Task requirements:
Your task is to copy the lines of the data below from the line holding "filter:drop-shadow(0 0 2px" through the line holding "translate:-100% -50%; text-align:right", inclusive, exactly and with nothing added.

Data for this task:
<<<<

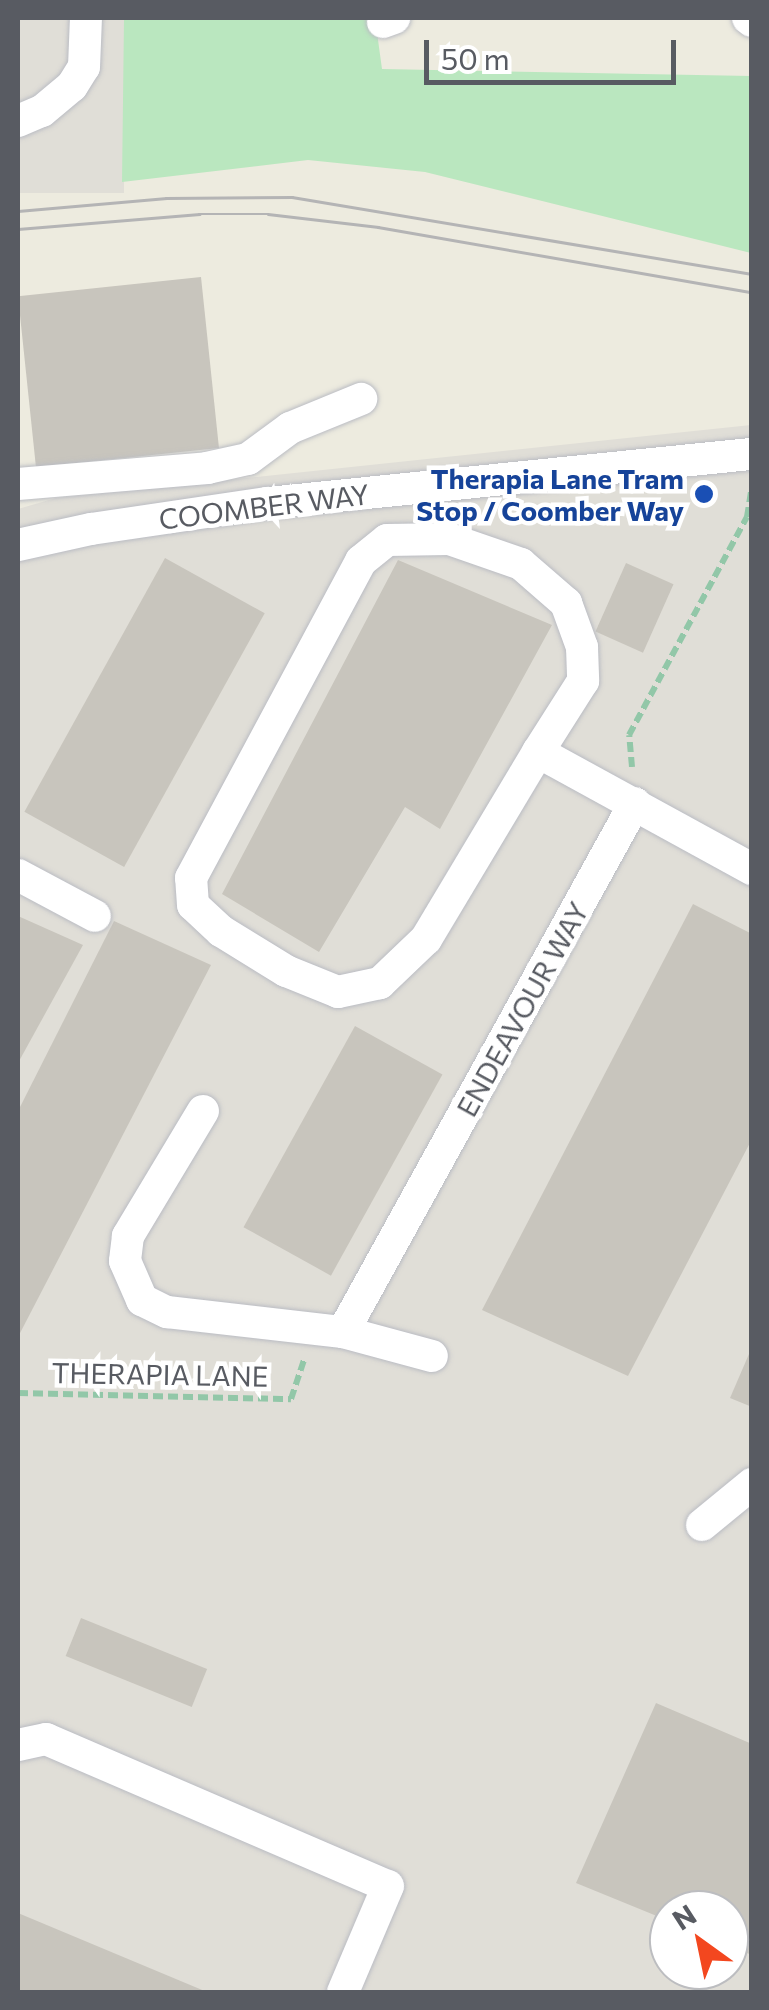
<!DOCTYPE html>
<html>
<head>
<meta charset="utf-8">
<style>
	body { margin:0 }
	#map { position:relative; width:769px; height:2010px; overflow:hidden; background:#edebdf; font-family:Commissioner,sans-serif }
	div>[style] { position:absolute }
	.industrial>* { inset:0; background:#e0ded7; transform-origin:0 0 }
	.green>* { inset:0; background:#bae7bf }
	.building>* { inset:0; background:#c8c5bd; transform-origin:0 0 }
	.path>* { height:6px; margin-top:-3px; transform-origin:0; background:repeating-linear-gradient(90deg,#92c7a8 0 10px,transparent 0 15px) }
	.roads { filter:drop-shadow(0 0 2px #babcc3) drop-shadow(0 0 2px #babcc3) }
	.minor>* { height:32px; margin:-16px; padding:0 16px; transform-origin:16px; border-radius:16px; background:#fff }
	.tram>* { height:2.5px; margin:-1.25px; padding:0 1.25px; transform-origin:1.25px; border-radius:1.25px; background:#b4b4b5 }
	.dots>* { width:28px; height:28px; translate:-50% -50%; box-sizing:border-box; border:5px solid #fff; border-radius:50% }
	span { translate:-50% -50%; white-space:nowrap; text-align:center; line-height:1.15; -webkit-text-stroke:9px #fff; paint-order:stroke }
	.transit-label { font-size:28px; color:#164399; font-weight:700 }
	.right { translate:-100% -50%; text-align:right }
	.street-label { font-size:28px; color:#585b62 }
	.frame { position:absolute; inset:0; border:20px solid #585b62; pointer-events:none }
	.north { position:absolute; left:649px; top:1890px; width:100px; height:100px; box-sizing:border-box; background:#fff; border:2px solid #bcbdc0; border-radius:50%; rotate:327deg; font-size:28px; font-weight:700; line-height:40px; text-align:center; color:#585b62 }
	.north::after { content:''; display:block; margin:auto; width:35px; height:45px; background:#f3471f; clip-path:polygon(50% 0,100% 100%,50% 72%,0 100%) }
	.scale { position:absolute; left:424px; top:40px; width:252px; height:45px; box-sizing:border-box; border:5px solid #585b62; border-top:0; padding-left:12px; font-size:30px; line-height:35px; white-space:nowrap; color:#585b62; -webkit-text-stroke:8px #fff; paint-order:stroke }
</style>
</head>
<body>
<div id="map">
	<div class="industrial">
		<div style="left:18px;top:18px;width:106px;height:175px"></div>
		<div style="clip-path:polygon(evenodd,751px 425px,751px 1992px,18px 1992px,18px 509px,56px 498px,751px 425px,669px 1910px,729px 1910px,729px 1970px,669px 1970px,669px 1910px)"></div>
	</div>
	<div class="green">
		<div style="clip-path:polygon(124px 18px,375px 18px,382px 69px,751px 76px,751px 253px,425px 172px,308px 160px,122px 182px)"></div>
	</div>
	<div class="building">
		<div style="left:201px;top:277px;width:172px;height:184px;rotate:84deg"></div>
		<div style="left:165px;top:558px;width:114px;height:290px;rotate:29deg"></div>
		<div style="clip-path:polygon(398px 560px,552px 625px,440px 829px,405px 807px,319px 952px,222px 894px)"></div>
		<div style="left:626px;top:563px;width:52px;height:75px;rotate:24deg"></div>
		<div style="clip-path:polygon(693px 904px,752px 934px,752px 1139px,628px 1376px,482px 1310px)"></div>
		<div style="clip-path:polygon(18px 916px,83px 945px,18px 1063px)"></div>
		<div style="clip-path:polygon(114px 921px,211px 965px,18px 1337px,18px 1111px)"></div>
		<div style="left:355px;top:1026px;width:100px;height:230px;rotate:29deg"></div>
		<div style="clip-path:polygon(752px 1347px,752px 1407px,730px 1398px)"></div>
		<div style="left:81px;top:1618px;width:136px;height:41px;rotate:22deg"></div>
		<div style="clip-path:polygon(656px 1703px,752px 1744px,752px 1955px,729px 1946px,729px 1910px,669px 1910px,669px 1921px,576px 1883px)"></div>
		<div style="clip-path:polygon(18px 1913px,207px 1992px,18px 1992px)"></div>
	</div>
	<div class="path">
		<div style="left:632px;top:767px;width:32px;rotate:-95deg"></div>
		<div style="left:629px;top:735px;width:248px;rotate:-61.6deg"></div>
		<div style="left:747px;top:517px;width:30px;rotate:-81deg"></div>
		<div style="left:18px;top:1393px;width:273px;rotate:1.3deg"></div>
		<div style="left:291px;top:1399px;width:44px;rotate:-71.6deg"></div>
	</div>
	<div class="roads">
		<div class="minor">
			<div style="left:748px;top:18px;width:5px;rotate:37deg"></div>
			<div style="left:383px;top:22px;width:12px;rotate:-20deg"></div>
			<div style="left:18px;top:121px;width:26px;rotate:-23deg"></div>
			<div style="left:42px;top:111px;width:39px;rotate:-40deg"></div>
			<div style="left:72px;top:86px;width:22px;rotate:-58deg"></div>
			<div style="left:84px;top:67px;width:49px;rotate:-87.7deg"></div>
			<div style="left:18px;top:484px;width:190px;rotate:-4.8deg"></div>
			<div style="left:207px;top:468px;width:42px;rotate:-12.4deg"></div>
			<div style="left:248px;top:459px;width:52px;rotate:-36.4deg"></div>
			<div style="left:290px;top:428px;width:77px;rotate:-22.2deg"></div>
			<div style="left:18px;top:545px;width:75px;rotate:-12.4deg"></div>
			<div style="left:91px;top:529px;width:179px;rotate:-8.4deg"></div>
			<div style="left:268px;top:503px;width:486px;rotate:-5.8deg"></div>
			<div style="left:538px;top:752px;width:218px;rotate:120.9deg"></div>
			<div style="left:426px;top:939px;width:64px;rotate:136.3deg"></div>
			<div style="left:380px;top:983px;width:43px;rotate:167.9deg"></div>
			<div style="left:338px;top:992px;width:56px;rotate:-158deg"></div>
			<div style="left:286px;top:971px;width:76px;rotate:-148.4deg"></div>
			<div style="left:221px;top:931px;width:38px;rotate:-137deg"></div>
			<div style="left:193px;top:905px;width:27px;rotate:-94deg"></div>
			<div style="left:191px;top:878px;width:360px;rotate:-61.8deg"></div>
			<div style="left:361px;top:561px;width:33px;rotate:-39deg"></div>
			<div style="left:387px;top:540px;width:62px;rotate:-0.9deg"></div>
			<div style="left:449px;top:539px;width:76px;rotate:19.1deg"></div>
			<div style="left:521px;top:564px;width:60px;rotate:40.9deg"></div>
			<div style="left:566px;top:603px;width:47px;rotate:70deg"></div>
			<div style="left:582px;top:647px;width:34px;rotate:88deg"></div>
			<div style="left:583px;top:681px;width:84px;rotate:122.4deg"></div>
			<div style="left:538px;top:752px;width:244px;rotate:28.7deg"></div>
			<div style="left:18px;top:875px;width:87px;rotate:28deg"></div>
			<div style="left:203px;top:1111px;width:146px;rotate:121deg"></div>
			<div style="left:128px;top:1236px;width:25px;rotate:97deg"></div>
			<div style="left:125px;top:1261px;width:43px;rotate:66.4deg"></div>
			<div style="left:142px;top:1300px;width:28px;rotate:26deg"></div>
			<div style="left:167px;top:1312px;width:177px;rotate:6.5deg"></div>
			<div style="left:343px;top:1332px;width:92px;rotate:15.1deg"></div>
			<div style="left:343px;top:1332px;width:604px;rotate:-61.1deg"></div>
			<div style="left:702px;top:1525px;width:65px;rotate:-39.4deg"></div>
			<div style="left:18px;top:1745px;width:29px;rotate:-12deg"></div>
			<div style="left:46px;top:1739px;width:372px;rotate:23.3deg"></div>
			<div style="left:388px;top:1886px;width:115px;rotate:113deg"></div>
		</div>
	</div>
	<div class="tram">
		<div style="left:18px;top:211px;width:149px;rotate:-5deg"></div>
		<div style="left:166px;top:198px;width:126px;rotate:-0.5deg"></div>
		<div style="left:292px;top:197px;width:466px;rotate:9.5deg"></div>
		<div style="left:18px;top:229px;width:182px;rotate:-4.7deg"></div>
		<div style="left:199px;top:214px;width:69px"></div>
		<div style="left:268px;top:214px;width:111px;rotate:6.7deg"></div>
		<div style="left:378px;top:227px;width:380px;rotate:9.9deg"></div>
	</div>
	<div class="dots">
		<div style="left:704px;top:494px;background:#1a4fb4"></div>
	</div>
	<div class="transit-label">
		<span class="right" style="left:684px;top:494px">Therapia Lane Tram<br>Stop / Coomber Way</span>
	</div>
	<div class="street-label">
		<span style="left:264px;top:506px;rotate:-7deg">COOMBER WAY</span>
		<span style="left:522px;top:1009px;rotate:-61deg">ENDEAVOUR WAY</span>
		<span style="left:160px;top:1374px;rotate:1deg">THERAPIA LANE</span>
	</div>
	<div class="frame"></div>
	<div class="north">N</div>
	<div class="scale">50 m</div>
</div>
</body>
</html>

>>>>

Result of the exercise:
	.roads { filter:drop-shadow(0 0 2px #babcc3) drop-shadow(0 0 2px #babcc3) }
	.minor>* { height:32px; margin:-16px; padding:0 16px; transform-origin:16px; border-radius:16px; background:#fff }
	.tram>* { height:2.5px; margin:-1.25px; padding:0 1.25px; transform-origin:1.25px; border-radius:1.25px; background:#b4b4b5 }
	.dots>* { width:28px; height:28px; translate:-50% -50%; box-sizing:border-box; border:5px solid #fff; border-radius:50% }
	span { translate:-50% -50%; white-space:nowrap; text-align:center; line-height:1.15; -webkit-text-stroke:9px #fff; paint-order:stroke }
	.transit-label { font-size:28px; color:#164399; font-weight:700 }
	.right { translate:-100% -50%; text-align:right }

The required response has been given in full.